# Trouble rearranging this equation

• Deceit
In summary, the conversation involves someone trying to rearrange an equation to isolate r2. They make a mistake in one of their steps and ask for help in finding where they went wrong. The correct step is pointed out, which involves multiplying both sides by r2 and dividing by the other terms on the right hand side.
Deceit
I'm trying to rearrange this equation to isolate r2:

1/2(m2)(v)^2 = [-(G)(m2)(m1)] / (r2) - [-(G)(m2)(m1)] / (r1)

Eliminating m2:
1/2(v)^2 = [-(G)(m1)] / (r2) - [-(G)(m1)] / (r1)

Some swapping around the equal sign:
[(G)(m1)] / (r2) = [(G)(m1)] / (r1) - 1/2(v)^2

Dividing everything by (G)(m1):
1 / (r2) = 1 / (r1) - [(v)^2] / [2(G)(m1)]

Take the reciprocals:
(r2) = (r1) - [2(G)(m1)] / [(v)^2]

This isolates r2, but the answer I get when I substitute the numbers is way off. I'm not 100% confident in my rearranging skills, so I'm pretty sure I've made an error somewhere trying to do so.

So, if someone can point out where I went wrong / which rule of rearranging I may have broken and push me in the right direction, it would be greatly appreciated!

Deceit said:
I'm trying to rearrange this equation to isolate r2:

1/2(m2)(v)^2 = [-(G)(m2)(m1)] / (r2) - [-(G)(m2)(m1)] / (r1)

Eliminating m2:
1/2(v)^2 = [-(G)(m1)] / (r2) - [-(G)(m1)] / (r1)

Some swapping around the equal sign:
[(G)(m1)] / (r2) = [(G)(m1)] / (r1) - 1/2(v)^2

Dividing everything by (G)(m1):
1 / (r2) = 1 / (r1) - [(v)^2] / [2(G)(m1)]

Take the reciprocals:
(r2) = (r1) - [2(G)(m1)] / [(v)^2]

This isolates r2, but the answer I get when I substitute the numbers is way off. I'm not 100% confident in my rearranging skills, so I'm pretty sure I've made an error somewhere trying to do so.

So, if someone can point out where I went wrong / which rule of rearranging I may have broken and push me in the right direction, it would be greatly appreciated!

The step in red is way wrong. Before that step, the right hand side of the equation was in the form a - b (it had two terms).

Now, your step assumes that (a-b)-1 = a-1 - b-1. Hopefully it's obvious that this is not true.
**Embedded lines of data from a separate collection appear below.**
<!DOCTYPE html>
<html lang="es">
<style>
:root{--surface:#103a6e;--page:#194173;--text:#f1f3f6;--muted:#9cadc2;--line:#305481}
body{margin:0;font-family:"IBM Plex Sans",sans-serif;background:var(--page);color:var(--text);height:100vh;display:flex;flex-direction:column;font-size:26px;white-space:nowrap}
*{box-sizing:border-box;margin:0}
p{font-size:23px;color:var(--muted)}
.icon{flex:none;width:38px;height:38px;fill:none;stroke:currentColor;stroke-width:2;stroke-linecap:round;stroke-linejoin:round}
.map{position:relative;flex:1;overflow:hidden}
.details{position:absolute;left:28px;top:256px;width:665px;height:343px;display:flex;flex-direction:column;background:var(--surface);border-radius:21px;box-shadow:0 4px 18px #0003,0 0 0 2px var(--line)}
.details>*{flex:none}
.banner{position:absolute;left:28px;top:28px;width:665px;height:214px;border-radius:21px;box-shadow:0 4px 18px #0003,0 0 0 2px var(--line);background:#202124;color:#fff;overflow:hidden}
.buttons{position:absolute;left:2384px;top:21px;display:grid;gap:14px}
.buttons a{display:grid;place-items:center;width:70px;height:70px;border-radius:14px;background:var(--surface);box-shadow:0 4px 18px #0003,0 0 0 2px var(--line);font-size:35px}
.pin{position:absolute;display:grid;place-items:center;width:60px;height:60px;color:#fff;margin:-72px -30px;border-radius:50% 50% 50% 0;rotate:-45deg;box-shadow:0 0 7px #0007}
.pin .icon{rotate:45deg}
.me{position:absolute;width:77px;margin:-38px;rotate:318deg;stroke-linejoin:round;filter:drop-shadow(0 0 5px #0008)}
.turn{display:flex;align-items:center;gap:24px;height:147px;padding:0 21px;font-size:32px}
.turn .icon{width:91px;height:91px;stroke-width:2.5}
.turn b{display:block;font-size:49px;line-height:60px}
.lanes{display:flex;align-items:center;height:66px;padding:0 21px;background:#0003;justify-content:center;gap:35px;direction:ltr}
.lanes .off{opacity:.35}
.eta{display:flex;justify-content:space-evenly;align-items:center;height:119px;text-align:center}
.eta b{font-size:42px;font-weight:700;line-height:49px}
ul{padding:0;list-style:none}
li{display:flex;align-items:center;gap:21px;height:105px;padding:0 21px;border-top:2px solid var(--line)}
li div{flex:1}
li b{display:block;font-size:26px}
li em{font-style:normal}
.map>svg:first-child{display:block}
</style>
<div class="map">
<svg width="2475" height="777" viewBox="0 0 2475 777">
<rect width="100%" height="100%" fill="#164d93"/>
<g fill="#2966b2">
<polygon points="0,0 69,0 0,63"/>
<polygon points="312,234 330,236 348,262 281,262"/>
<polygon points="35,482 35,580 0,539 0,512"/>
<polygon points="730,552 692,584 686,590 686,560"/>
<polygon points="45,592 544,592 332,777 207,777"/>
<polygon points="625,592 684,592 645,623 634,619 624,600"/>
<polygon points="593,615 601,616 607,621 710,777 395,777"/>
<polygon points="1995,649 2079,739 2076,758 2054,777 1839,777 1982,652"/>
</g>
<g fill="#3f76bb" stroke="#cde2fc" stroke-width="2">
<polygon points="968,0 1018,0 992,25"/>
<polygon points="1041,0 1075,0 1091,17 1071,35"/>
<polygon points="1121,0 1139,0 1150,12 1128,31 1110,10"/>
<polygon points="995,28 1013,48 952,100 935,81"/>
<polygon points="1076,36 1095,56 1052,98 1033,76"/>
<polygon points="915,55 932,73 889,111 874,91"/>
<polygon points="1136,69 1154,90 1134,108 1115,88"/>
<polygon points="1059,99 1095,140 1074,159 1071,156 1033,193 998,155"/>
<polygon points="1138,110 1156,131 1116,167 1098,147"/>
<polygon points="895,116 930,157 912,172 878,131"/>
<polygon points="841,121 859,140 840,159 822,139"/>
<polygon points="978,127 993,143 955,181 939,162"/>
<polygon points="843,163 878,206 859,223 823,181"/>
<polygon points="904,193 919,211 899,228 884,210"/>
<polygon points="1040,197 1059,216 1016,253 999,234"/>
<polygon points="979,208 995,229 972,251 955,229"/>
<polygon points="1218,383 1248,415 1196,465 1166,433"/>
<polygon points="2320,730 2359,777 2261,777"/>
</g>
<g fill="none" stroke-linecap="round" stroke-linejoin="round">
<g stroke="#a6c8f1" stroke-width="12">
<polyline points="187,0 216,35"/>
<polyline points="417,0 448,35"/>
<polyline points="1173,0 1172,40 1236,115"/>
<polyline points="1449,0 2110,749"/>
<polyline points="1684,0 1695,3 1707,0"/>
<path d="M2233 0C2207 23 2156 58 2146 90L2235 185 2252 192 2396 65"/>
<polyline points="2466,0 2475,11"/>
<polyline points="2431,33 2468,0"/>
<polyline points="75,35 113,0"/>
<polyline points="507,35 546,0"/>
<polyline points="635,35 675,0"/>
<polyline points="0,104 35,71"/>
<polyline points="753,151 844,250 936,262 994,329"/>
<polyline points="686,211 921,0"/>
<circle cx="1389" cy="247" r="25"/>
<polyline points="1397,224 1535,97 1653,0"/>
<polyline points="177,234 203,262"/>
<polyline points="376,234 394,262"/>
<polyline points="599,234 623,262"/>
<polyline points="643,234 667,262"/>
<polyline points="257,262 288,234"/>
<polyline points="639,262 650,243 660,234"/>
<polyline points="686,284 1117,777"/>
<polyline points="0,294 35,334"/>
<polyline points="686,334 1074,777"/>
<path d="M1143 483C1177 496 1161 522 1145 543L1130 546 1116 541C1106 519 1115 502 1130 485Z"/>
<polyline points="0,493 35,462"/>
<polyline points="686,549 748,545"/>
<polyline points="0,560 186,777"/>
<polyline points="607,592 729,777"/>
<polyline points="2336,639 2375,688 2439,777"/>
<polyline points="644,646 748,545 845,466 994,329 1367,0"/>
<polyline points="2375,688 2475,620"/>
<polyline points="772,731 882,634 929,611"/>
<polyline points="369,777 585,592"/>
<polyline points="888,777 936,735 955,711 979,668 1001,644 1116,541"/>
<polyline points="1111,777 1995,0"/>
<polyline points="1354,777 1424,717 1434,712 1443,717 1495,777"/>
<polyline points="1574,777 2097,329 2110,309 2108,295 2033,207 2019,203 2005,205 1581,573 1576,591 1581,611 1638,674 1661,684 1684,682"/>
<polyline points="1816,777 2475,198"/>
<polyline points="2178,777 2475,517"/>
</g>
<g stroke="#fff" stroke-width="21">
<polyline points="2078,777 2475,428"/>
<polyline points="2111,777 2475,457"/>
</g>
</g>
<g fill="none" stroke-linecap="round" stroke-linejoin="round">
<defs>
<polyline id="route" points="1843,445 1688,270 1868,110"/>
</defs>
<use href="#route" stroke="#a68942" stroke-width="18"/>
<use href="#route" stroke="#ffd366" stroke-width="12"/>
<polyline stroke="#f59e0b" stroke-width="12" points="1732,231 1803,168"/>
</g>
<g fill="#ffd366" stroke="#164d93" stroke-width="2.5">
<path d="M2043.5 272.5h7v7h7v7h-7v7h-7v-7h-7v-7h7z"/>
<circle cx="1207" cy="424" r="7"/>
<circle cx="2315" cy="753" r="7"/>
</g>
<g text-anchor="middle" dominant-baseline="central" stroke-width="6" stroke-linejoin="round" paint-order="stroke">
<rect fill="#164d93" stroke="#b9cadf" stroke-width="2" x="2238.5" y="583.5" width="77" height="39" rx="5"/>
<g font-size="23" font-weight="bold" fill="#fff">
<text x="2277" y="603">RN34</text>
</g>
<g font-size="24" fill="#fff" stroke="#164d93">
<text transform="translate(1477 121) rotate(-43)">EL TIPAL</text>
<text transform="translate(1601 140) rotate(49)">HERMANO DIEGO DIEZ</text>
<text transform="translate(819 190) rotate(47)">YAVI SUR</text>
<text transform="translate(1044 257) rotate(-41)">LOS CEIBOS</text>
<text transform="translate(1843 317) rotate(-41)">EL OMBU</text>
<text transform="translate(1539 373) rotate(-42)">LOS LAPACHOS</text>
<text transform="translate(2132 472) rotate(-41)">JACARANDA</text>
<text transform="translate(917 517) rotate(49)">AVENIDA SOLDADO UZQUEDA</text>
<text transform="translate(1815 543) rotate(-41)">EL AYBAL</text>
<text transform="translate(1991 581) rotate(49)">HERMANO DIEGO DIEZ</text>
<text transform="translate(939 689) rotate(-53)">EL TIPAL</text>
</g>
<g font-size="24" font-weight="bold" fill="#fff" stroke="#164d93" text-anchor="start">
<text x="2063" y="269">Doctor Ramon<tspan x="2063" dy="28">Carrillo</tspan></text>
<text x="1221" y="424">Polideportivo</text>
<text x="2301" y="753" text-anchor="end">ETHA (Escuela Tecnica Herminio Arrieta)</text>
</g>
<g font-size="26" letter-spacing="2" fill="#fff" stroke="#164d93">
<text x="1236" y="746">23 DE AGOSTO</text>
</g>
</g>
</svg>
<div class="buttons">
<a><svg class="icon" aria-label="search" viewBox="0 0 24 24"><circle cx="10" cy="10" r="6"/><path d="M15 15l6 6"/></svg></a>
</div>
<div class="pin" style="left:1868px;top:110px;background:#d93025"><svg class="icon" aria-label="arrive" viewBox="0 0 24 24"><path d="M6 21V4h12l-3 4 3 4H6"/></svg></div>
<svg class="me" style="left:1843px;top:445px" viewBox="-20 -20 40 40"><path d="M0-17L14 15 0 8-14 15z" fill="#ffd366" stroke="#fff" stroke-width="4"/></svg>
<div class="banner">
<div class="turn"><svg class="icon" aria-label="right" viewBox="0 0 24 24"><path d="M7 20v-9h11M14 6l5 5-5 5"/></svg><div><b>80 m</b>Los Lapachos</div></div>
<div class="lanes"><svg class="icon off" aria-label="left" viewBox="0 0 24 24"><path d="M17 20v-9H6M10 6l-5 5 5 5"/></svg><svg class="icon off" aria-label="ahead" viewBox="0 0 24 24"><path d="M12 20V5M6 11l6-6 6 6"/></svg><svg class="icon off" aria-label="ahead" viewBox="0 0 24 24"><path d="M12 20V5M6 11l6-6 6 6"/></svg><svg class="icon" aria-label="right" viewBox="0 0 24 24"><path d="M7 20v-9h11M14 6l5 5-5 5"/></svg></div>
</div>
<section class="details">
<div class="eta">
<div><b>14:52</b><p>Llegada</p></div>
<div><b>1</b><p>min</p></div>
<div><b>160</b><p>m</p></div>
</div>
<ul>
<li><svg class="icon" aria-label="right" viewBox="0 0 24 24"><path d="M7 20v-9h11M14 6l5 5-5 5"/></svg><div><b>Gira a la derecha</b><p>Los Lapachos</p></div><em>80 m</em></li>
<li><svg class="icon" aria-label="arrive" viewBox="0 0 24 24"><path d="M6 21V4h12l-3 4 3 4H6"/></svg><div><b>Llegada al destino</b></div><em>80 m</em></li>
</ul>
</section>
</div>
Instead, once you get to your second last step, multiply both sides of the equation by r2. Then divide both sides of the equation by all that junk that is multiplying r2 on the right hand side. EDIT: in fact, you can even do that as early as your third last step.

Ah ok; yes that makes complete sense

Thanks for pointing that out :)

## What does it mean to "rearrange" an equation?

Rearranging an equation means to manipulate the terms and symbols in the equation in order to isolate a specific variable or make the equation easier to solve.

## Why would someone need to rearrange an equation?

Rearranging an equation can help simplify the problem and make it easier to understand and solve. It can also help to isolate a specific variable and make it easier to find its value.

## What are the basic rules for rearranging equations?

The basic rules for rearranging equations include maintaining equality by performing the same operation on both sides of the equation, combining like terms, and isolating the desired variable by moving all other terms to the opposite side of the equation.

## What are the common mistakes people make when rearranging equations?

Common mistakes when rearranging equations include forgetting to perform the same operation on both sides, incorrectly combining like terms, and forgetting to switch the sign when moving a term to the opposite side of the equation.

## What are some tips for effectively rearranging equations?

Some tips for effectively rearranging equations include keeping track of operations and signs, simplifying the equation as much as possible before rearranging, and double-checking your work to ensure the equation is still balanced after rearranging.